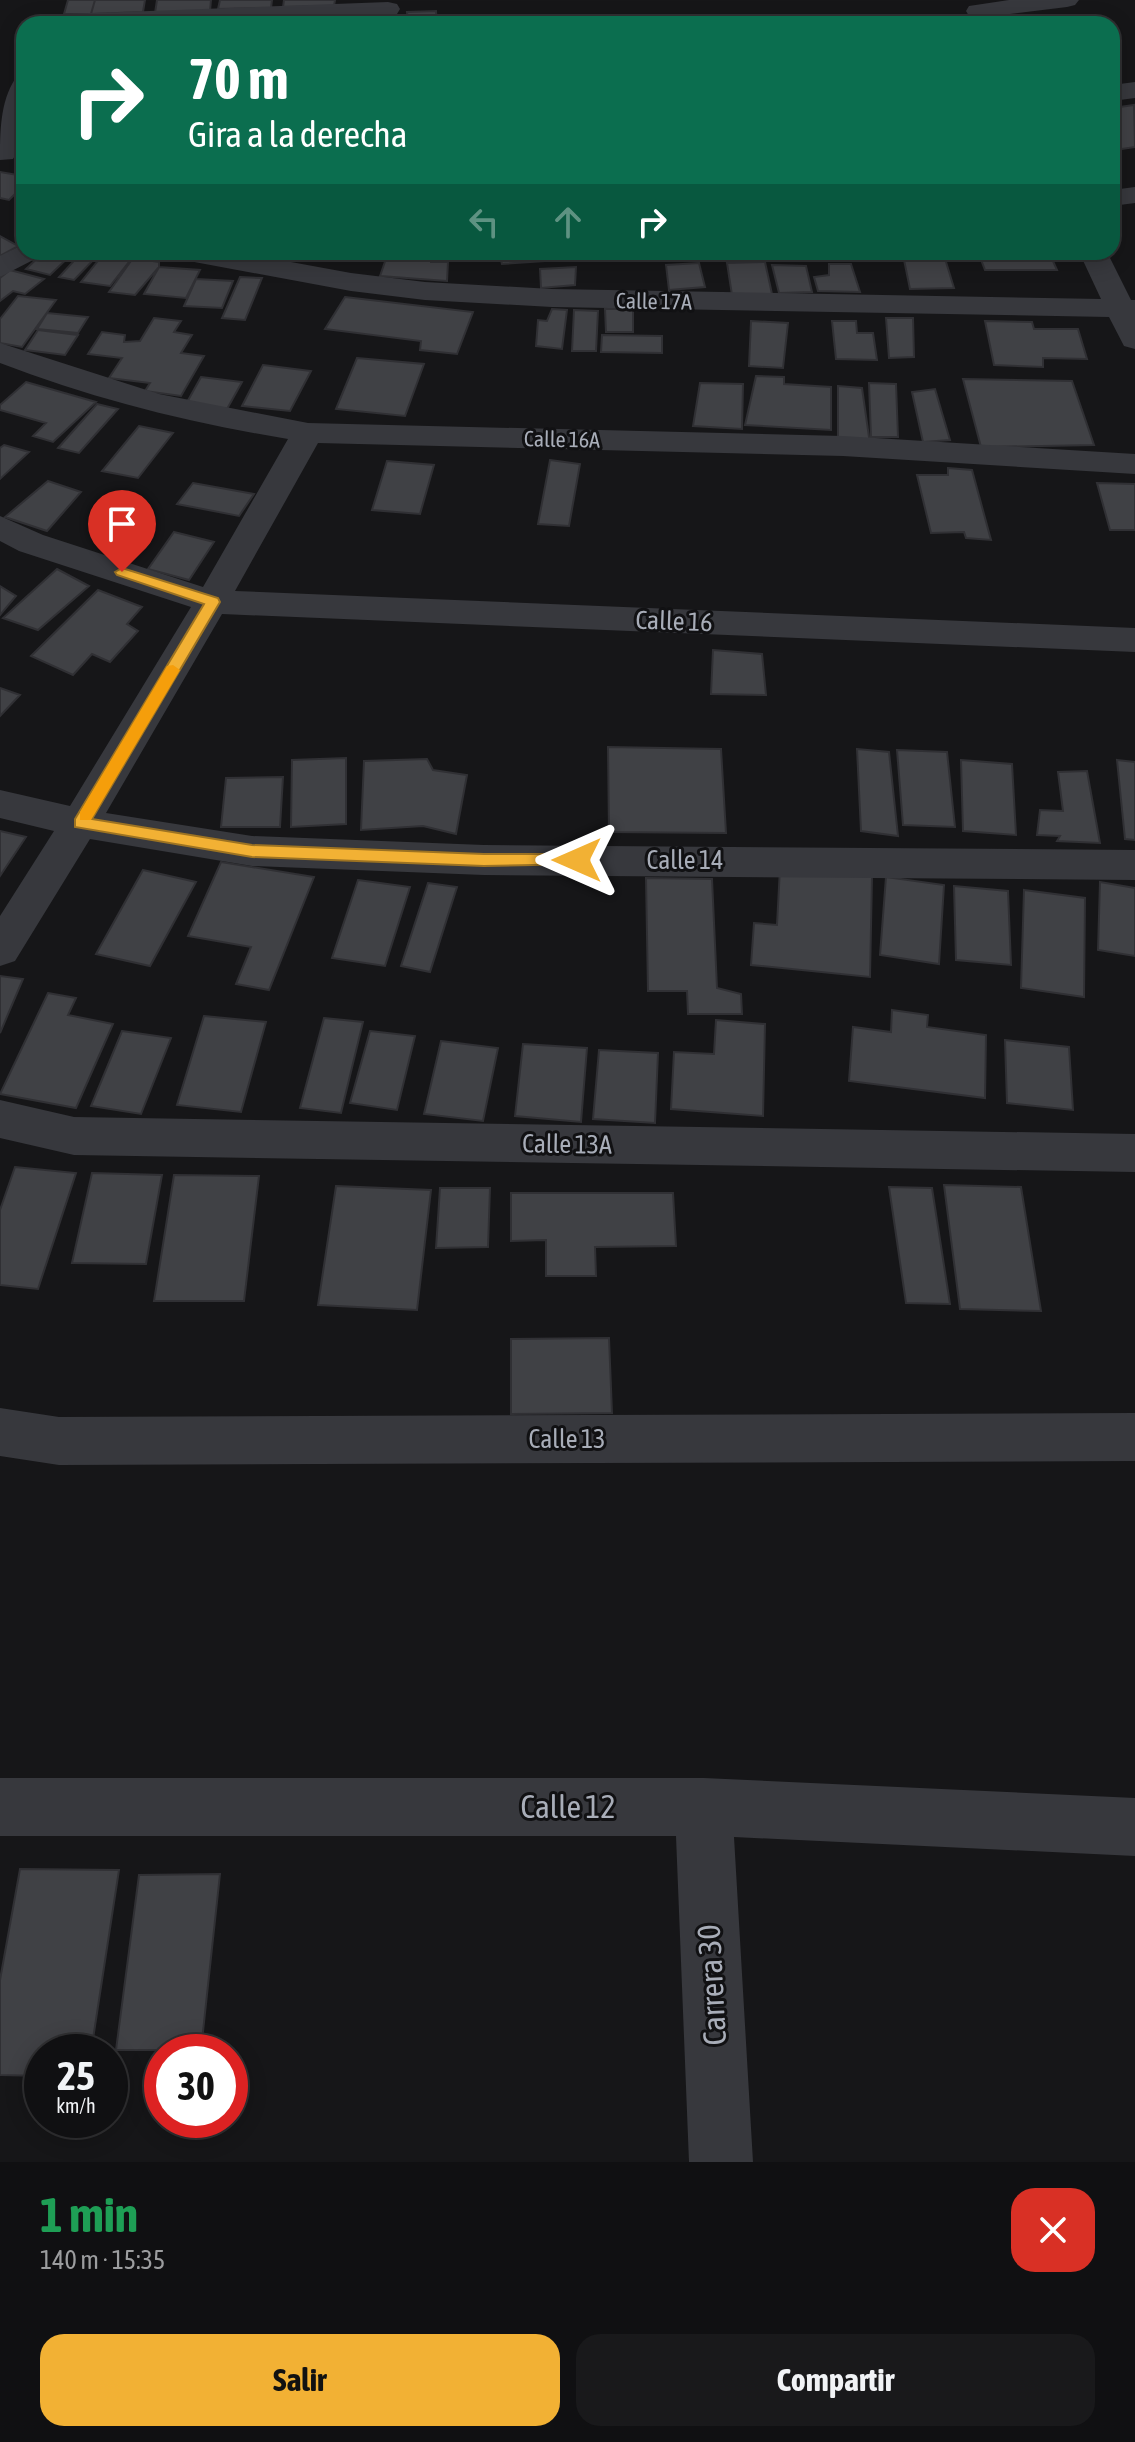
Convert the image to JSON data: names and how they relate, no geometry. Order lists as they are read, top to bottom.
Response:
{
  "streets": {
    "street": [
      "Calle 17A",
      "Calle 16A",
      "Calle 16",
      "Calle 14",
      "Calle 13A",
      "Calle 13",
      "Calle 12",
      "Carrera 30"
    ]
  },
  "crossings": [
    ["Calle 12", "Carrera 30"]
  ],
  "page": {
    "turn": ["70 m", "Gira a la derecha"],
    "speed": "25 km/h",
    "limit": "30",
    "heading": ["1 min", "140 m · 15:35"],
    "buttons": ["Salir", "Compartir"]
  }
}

## [Problem details]
Render the data above verbatim and without pictures.

## [Exercise response]
Convert the image to JSON data: names and how they relate, no geometry. Order lists as they are read, top to bottom.
Response:
{
  "streets": {
    "street": [
      "Calle 17A",
      "Calle 16A",
      "Calle 16",
      "Calle 14",
      "Calle 13A",
      "Calle 13",
      "Calle 12",
      "Carrera 30"
    ]
  },
  "crossings": [
    ["Calle 12", "Carrera 30"]
  ],
  "page": {
    "turn": ["70 m", "Gira a la derecha"],
    "speed": "25 km/h",
    "limit": "30",
    "heading": ["1 min", "140 m · 15:35"],
    "buttons": ["Salir", "Compartir"]
  }
}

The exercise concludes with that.